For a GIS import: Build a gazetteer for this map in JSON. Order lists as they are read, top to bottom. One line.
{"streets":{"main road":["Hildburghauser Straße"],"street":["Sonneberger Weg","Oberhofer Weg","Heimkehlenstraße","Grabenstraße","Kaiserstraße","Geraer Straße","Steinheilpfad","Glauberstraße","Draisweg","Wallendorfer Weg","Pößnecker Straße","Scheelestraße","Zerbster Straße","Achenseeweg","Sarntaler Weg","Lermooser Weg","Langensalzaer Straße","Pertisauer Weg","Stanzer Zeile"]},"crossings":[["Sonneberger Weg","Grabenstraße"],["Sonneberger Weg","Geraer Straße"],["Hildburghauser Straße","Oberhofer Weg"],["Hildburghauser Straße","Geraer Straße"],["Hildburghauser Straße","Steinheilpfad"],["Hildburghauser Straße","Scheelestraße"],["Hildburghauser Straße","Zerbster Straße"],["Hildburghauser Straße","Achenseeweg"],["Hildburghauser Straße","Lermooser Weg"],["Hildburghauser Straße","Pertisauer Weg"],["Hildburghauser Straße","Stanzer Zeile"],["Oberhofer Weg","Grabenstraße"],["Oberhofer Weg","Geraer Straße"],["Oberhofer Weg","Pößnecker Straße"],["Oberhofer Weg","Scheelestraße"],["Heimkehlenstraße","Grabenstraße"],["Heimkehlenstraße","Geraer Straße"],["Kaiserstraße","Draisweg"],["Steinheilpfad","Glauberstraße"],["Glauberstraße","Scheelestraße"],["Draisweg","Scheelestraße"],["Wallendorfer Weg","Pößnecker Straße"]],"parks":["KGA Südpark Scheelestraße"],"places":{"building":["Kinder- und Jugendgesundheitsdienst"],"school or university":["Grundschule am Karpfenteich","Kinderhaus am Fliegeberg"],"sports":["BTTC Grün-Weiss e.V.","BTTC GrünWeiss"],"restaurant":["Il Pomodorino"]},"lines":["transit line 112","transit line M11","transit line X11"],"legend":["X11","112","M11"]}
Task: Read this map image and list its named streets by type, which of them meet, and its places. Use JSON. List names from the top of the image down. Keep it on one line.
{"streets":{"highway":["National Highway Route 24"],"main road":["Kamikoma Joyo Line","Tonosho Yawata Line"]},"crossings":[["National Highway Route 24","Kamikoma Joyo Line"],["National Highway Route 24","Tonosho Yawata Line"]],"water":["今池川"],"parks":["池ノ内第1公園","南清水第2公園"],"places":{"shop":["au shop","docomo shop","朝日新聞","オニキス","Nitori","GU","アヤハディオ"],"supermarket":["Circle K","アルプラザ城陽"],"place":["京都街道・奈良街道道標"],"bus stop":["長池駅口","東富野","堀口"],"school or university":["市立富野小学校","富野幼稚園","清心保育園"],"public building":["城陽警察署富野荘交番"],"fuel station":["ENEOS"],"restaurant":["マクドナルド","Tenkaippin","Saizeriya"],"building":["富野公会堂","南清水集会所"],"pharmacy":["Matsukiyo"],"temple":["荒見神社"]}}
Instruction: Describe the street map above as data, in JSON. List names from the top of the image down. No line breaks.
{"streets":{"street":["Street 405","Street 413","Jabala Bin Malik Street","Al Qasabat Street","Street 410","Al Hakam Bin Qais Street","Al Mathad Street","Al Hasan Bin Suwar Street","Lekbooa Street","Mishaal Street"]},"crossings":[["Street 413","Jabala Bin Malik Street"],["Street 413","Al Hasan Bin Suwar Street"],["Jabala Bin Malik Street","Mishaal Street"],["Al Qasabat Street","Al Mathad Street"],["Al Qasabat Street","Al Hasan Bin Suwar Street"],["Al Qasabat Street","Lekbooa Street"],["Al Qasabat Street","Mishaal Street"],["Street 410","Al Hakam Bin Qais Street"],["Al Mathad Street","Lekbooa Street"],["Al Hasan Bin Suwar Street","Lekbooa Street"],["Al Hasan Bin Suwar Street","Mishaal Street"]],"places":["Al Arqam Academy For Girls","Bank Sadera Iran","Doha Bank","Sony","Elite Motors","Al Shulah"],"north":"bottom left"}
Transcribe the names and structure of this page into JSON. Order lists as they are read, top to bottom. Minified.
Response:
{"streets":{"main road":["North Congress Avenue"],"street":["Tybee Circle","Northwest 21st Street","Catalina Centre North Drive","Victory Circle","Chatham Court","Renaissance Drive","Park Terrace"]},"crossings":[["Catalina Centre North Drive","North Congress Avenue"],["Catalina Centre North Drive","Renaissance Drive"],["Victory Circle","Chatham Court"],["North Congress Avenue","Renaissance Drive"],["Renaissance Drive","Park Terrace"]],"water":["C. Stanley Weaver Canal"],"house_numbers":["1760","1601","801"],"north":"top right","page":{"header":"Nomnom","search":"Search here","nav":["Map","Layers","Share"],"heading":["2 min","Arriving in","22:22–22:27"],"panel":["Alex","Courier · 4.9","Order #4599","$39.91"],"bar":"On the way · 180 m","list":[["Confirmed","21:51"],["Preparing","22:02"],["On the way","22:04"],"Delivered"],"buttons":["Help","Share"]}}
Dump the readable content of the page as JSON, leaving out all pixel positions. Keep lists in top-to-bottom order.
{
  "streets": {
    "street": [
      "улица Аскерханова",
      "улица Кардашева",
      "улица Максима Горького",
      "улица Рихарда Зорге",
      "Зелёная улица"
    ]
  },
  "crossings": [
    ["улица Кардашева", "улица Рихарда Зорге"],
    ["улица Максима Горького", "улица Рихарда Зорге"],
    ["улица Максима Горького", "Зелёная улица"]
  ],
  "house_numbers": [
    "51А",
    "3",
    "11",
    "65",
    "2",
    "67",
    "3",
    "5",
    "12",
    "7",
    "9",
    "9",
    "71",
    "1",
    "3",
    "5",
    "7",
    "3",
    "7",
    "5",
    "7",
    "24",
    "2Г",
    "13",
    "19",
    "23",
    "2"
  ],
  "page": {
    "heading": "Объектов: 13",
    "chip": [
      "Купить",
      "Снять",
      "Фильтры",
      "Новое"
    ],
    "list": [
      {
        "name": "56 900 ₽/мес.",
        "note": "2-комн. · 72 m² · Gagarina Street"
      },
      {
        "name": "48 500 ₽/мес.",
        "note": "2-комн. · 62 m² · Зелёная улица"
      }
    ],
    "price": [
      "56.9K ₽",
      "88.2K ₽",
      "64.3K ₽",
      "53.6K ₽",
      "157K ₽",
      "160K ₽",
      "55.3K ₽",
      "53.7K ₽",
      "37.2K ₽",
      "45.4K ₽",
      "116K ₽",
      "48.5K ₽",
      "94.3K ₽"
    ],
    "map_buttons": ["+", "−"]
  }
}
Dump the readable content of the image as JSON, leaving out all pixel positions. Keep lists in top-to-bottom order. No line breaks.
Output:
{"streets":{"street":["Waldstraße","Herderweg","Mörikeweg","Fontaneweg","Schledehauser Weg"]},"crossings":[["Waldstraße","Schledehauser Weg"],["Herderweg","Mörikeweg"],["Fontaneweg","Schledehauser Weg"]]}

_Task requirements:_ The material above needs to be reproduced exactly as written.

_Result of the exercise:_
For a GIS import: Build a gazetteer for this map in JSON. Order lists as they are read, top to bottom. One line.
{"streets":{"main road":["Hildburghauser Straße"],"street":["Sonneberger Weg","Oberhofer Weg","Heimkehlenstraße","Grabenstraße","Kaiserstraße","Geraer Straße","Steinheilpfad","Glauberstraße","Draisweg","Wallendorfer Weg","Pößnecker Straße","Scheelestraße","Zerbster Straße","Achenseeweg","Sarntaler Weg","Lermooser Weg","Langensalzaer Straße","Pertisauer Weg","Stanzer Zeile"]},"crossings":[["Sonneberger Weg","Grabenstraße"],["Sonneberger Weg","Geraer Straße"],["Hildburghauser Straße","Oberhofer Weg"],["Hildburghauser Straße","Geraer Straße"],["Hildburghauser Straße","Steinheilpfad"],["Hildburghauser Straße","Scheelestraße"],["Hildburghauser Straße","Zerbster Straße"],["Hildburghauser Straße","Achenseeweg"],["Hildburghauser Straße","Lermooser Weg"],["Hildburghauser Straße","Pertisauer Weg"],["Hildburghauser Straße","Stanzer Zeile"],["Oberhofer Weg","Grabenstraße"],["Oberhofer Weg","Geraer Straße"],["Oberhofer Weg","Pößnecker Straße"],["Oberhofer Weg","Scheelestraße"],["Heimkehlenstraße","Grabenstraße"],["Heimkehlenstraße","Geraer Straße"],["Kaiserstraße","Draisweg"],["Steinheilpfad","Glauberstraße"],["Glauberstraße","Scheelestraße"],["Draisweg","Scheelestraße"],["Wallendorfer Weg","Pößnecker Straße"]],"parks":["KGA Südpark Scheelestraße"],"places":{"building":["Kinder- und Jugendgesundheitsdienst"],"school or university":["Grundschule am Karpfenteich","Kinderhaus am Fliegeberg"],"sports":["BTTC Grün-Weiss e.V.","BTTC GrünWeiss"],"restaurant":["Il Pomodorino"]},"lines":["transit line 112","transit line M11","transit line X11"],"legend":["X11","112","M11"]}
Task: Read this map image and list its named streets by type, which of them meet, and its places. Use JSON. List names from the top of the image down. Keep it on one line.
{"streets":{"highway":["National Highway Route 24"],"main road":["Kamikoma Joyo Line","Tonosho Yawata Line"]},"crossings":[["National Highway Route 24","Kamikoma Joyo Line"],["National Highway Route 24","Tonosho Yawata Line"]],"water":["今池川"],"parks":["池ノ内第1公園","南清水第2公園"],"places":{"shop":["au shop","docomo shop","朝日新聞","オニキス","Nitori","GU","アヤハディオ"],"supermarket":["Circle K","アルプラザ城陽"],"place":["京都街道・奈良街道道標"],"bus stop":["長池駅口","東富野","堀口"],"school or university":["市立富野小学校","富野幼稚園","清心保育園"],"public building":["城陽警察署富野荘交番"],"fuel station":["ENEOS"],"restaurant":["マクドナルド","Tenkaippin","Saizeriya"],"building":["富野公会堂","南清水集会所"],"pharmacy":["Matsukiyo"],"temple":["荒見神社"]}}
Instruction: Describe the street map above as data, in JSON. List names from the top of the image down. No line breaks.
{"streets":{"street":["Street 405","Street 413","Jabala Bin Malik Street","Al Qasabat Street","Street 410","Al Hakam Bin Qais Street","Al Mathad Street","Al Hasan Bin Suwar Street","Lekbooa Street","Mishaal Street"]},"crossings":[["Street 413","Jabala Bin Malik Street"],["Street 413","Al Hasan Bin Suwar Street"],["Jabala Bin Malik Street","Mishaal Street"],["Al Qasabat Street","Al Mathad Street"],["Al Qasabat Street","Al Hasan Bin Suwar Street"],["Al Qasabat Street","Lekbooa Street"],["Al Qasabat Street","Mishaal Street"],["Street 410","Al Hakam Bin Qais Street"],["Al Mathad Street","Lekbooa Street"],["Al Hasan Bin Suwar Street","Lekbooa Street"],["Al Hasan Bin Suwar Street","Mishaal Street"]],"places":["Al Arqam Academy For Girls","Bank Sadera Iran","Doha Bank","Sony","Elite Motors","Al Shulah"],"north":"bottom left"}
Transcribe the names and structure of this page into JSON. Order lists as they are read, top to bottom. Minified.
Response:
{"streets":{"main road":["North Congress Avenue"],"street":["Tybee Circle","Northwest 21st Street","Catalina Centre North Drive","Victory Circle","Chatham Court","Renaissance Drive","Park Terrace"]},"crossings":[["Catalina Centre North Drive","North Congress Avenue"],["Catalina Centre North Drive","Renaissance Drive"],["Victory Circle","Chatham Court"],["North Congress Avenue","Renaissance Drive"],["Renaissance Drive","Park Terrace"]],"water":["C. Stanley Weaver Canal"],"house_numbers":["1760","1601","801"],"north":"top right","page":{"header":"Nomnom","search":"Search here","nav":["Map","Layers","Share"],"heading":["2 min","Arriving in","22:22–22:27"],"panel":["Alex","Courier · 4.9","Order #4599","$39.91"],"bar":"On the way · 180 m","list":[["Confirmed","21:51"],["Preparing","22:02"],["On the way","22:04"],"Delivered"],"buttons":["Help","Share"]}}
Dump the readable content of the page as JSON, leaving out all pixel positions. Keep lists in top-to-bottom order.
{
  "streets": {
    "street": [
      "улица Аскерханова",
      "улица Кардашева",
      "улица Максима Горького",
      "улица Рихарда Зорге",
      "Зелёная улица"
    ]
  },
  "crossings": [
    ["улица Кардашева", "улица Рихарда Зорге"],
    ["улица Максима Горького", "улица Рихарда Зорге"],
    ["улица Максима Горького", "Зелёная улица"]
  ],
  "house_numbers": [
    "51А",
    "3",
    "11",
    "65",
    "2",
    "67",
    "3",
    "5",
    "12",
    "7",
    "9",
    "9",
    "71",
    "1",
    "3",
    "5",
    "7",
    "3",
    "7",
    "5",
    "7",
    "24",
    "2Г",
    "13",
    "19",
    "23",
    "2"
  ],
  "page": {
    "heading": "Объектов: 13",
    "chip": [
      "Купить",
      "Снять",
      "Фильтры",
      "Новое"
    ],
    "list": [
      {
        "name": "56 900 ₽/мес.",
        "note": "2-комн. · 72 m² · Gagarina Street"
      },
      {
        "name": "48 500 ₽/мес.",
        "note": "2-комн. · 62 m² · Зелёная улица"
      }
    ],
    "price": [
      "56.9K ₽",
      "88.2K ₽",
      "64.3K ₽",
      "53.6K ₽",
      "157K ₽",
      "160K ₽",
      "55.3K ₽",
      "53.7K ₽",
      "37.2K ₽",
      "45.4K ₽",
      "116K ₽",
      "48.5K ₽",
      "94.3K ₽"
    ],
    "map_buttons": ["+", "−"]
  }
}
Dump the readable content of the image as JSON, leaving out all pixel positions. Keep lists in top-to-bottom order. No line breaks.
Output:
{"streets":{"street":["Waldstraße","Herderweg","Mörikeweg","Fontaneweg","Schledehauser Weg"]},"crossings":[["Waldstraße","Schledehauser Weg"],["Herderweg","Mörikeweg"],["Fontaneweg","Schledehauser Weg"]]}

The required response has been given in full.